### WHAT YOU SHOULD DO:
Copy out, from the data below, each line in which the word "names" occurs.

### TASK INPUTS:
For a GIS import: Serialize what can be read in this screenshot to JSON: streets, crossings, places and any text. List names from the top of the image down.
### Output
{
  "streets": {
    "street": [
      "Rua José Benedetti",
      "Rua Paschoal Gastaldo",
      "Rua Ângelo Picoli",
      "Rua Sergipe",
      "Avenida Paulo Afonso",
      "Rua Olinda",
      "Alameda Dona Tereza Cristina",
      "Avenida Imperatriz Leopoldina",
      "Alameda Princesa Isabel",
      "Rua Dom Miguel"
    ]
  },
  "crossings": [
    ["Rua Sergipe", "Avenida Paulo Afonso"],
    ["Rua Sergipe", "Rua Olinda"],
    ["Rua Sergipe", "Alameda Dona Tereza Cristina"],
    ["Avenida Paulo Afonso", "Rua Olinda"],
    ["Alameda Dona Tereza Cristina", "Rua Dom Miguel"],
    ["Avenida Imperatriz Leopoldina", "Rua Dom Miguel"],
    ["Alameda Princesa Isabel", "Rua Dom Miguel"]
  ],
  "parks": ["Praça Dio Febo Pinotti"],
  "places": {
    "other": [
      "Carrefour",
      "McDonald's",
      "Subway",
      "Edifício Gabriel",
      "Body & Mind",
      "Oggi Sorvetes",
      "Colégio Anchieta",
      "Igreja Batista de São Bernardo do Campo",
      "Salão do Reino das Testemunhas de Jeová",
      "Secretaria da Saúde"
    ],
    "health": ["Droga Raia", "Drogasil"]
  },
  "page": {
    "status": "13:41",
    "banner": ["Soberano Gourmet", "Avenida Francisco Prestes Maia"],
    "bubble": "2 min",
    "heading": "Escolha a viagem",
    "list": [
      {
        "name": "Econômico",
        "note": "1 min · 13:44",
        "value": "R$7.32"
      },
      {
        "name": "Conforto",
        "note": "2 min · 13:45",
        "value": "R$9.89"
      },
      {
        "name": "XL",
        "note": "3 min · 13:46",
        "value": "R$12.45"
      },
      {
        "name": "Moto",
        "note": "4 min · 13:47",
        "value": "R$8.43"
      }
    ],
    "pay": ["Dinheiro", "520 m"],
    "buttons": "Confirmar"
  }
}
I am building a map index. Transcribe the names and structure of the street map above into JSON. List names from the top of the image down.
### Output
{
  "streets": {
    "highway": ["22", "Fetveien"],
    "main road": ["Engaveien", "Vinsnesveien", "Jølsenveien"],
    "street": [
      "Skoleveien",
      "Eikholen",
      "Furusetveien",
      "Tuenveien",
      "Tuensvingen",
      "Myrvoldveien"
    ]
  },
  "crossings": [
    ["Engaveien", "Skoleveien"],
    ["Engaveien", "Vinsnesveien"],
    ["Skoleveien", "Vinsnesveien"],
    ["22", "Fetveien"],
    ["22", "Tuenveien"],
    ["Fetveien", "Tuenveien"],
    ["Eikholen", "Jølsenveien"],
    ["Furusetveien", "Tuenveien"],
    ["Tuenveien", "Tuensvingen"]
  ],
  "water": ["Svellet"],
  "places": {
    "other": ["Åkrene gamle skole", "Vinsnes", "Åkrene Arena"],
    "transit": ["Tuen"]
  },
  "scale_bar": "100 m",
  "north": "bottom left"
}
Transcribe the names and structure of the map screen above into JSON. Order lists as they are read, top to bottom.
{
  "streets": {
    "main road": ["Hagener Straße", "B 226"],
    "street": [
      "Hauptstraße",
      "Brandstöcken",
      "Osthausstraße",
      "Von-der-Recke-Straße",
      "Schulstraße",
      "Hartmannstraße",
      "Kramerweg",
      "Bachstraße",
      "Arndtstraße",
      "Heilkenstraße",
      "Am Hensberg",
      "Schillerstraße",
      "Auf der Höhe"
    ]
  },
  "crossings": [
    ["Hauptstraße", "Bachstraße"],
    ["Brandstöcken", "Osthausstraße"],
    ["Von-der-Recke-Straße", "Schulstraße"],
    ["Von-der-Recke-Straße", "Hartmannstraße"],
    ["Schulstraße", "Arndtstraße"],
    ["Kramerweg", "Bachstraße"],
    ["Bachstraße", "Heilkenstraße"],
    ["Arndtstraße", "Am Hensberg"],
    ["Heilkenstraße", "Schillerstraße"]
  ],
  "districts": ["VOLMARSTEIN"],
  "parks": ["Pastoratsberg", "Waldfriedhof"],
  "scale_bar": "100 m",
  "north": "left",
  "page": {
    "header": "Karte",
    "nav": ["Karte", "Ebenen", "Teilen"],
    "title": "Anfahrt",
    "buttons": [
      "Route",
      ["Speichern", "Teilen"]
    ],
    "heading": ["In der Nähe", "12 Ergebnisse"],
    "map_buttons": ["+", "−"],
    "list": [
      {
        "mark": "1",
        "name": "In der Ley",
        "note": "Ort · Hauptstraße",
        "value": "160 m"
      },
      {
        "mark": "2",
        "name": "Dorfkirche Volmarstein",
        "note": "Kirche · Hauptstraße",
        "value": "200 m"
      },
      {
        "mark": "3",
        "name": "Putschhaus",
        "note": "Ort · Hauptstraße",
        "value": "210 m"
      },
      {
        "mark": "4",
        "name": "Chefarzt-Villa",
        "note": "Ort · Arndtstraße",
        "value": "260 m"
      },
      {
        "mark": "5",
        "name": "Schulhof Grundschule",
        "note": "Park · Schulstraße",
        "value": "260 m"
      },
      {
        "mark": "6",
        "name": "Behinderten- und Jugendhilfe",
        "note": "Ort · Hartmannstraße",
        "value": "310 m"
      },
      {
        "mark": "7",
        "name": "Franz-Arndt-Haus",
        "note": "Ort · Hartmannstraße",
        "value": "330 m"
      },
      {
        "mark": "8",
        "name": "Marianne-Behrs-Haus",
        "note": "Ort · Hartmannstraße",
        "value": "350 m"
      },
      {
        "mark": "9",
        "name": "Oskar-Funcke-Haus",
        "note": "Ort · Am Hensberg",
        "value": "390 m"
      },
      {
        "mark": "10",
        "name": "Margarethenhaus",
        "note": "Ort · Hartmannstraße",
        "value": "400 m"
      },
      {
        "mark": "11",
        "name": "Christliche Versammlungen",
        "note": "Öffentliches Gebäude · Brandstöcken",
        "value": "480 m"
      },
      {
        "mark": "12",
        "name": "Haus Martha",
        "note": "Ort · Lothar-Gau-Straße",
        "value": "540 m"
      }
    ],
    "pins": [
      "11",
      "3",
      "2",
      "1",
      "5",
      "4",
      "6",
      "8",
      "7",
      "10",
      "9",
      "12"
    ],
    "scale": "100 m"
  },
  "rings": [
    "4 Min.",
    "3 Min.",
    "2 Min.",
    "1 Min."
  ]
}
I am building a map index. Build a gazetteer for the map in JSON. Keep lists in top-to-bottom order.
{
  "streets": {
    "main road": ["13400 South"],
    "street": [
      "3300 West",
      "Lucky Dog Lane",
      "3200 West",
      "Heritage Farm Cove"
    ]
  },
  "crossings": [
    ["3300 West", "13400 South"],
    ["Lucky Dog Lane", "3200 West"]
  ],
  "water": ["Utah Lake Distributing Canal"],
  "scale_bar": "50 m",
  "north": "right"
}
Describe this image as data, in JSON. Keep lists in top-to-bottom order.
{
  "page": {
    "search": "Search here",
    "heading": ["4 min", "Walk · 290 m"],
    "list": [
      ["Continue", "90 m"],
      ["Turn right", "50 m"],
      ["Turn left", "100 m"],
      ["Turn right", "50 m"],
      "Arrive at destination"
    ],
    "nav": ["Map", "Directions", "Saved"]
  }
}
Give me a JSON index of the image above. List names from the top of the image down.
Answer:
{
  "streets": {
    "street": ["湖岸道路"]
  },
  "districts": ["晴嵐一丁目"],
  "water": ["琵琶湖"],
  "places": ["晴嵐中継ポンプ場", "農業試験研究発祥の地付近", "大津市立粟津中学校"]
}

### EXERCISE SOLUTION:
For a GIS import: Serialize what can be read in this screenshot to JSON: streets, crossings, places and any text. List names from the top of the image down.
I am building a map index. Transcribe the names and structure of the street map above into JSON. List names from the top of the image down.
Transcribe the names and structure of the map screen above into JSON. Order lists as they are read, top to bottom.
Give me a JSON index of the image above. List names from the top of the image down.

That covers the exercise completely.